■ **YOUR GOAL**
Pictures are to be omitted, and every entry below is to be restated exactly.

■ **Stored data entries**

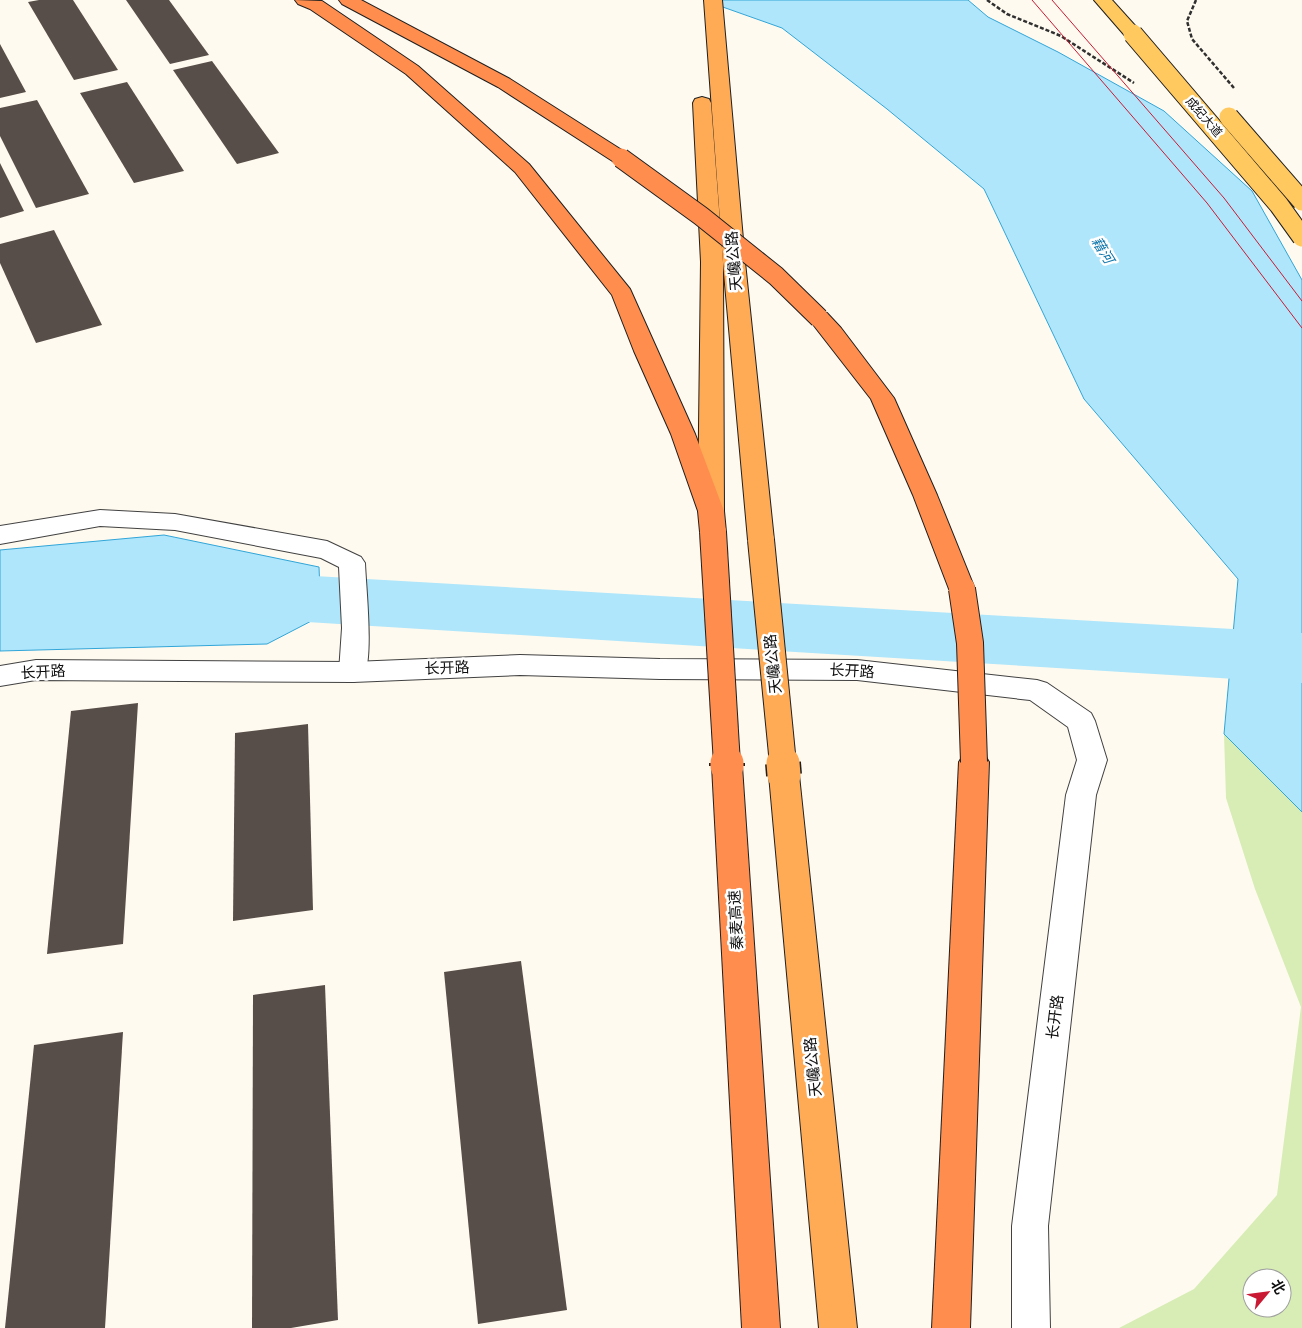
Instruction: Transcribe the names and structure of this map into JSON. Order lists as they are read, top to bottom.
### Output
{
  "streets": {
    "highway": ["天巉公路", "秦麦高速"],
    "main road": ["成纪大道"],
    "street": ["长开路"]
  },
  "crossings": [
    ["天巉公路", "秦麦高速"]
  ],
  "water": ["藉河"],
  "north": "top right"
}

■ **WRITTEN ANSWER**
Instruction: Transcribe the names and structure of this map into JSON. Order lists as they are read, top to bottom.
### Output
{
  "streets": {
    "highway": ["天巉公路", "秦麦高速"],
    "main road": ["成纪大道"],
    "street": ["长开路"]
  },
  "crossings": [
    ["天巉公路", "秦麦高速"]
  ],
  "water": ["藉河"],
  "north": "top right"
}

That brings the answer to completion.